___ Extracted material ___

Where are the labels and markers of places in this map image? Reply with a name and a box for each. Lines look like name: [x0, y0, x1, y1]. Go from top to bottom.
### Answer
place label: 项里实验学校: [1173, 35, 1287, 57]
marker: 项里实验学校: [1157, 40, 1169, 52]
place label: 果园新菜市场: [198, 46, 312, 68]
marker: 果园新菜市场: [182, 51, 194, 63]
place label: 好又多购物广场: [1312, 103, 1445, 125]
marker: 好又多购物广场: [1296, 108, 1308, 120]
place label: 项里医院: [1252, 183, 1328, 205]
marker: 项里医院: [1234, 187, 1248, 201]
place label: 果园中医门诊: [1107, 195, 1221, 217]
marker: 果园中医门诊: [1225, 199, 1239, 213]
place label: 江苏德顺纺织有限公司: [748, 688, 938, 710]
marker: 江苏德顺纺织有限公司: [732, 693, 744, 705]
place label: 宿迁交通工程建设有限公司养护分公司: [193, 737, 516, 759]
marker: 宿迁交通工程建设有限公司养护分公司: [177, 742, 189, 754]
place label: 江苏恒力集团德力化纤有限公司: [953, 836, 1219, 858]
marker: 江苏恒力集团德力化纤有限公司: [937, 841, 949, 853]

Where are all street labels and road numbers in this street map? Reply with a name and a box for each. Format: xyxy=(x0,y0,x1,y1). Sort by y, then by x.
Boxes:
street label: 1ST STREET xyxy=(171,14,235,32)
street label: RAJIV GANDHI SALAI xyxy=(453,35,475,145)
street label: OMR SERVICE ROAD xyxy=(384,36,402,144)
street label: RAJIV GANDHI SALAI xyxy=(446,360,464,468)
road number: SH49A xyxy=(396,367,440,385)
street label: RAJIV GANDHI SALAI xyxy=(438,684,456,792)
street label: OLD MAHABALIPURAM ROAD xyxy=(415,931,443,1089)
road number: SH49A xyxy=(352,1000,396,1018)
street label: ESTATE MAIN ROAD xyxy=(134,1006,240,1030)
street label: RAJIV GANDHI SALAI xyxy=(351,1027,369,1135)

___

**What is expected**
Report every line of the preceding listing where the string "this" occurs.

**Exercise output**
Where are the labels and markers of places in this map image? Reply with a name and a box for each. Lines look like name: [x0, y0, x1, y1]. Go from top to bottom.
Where are all street labels and road numbers in this street map? Reply with a name and a box for each. Format: xyxy=(x0,y0,x1,y1). Sort by y, then by x.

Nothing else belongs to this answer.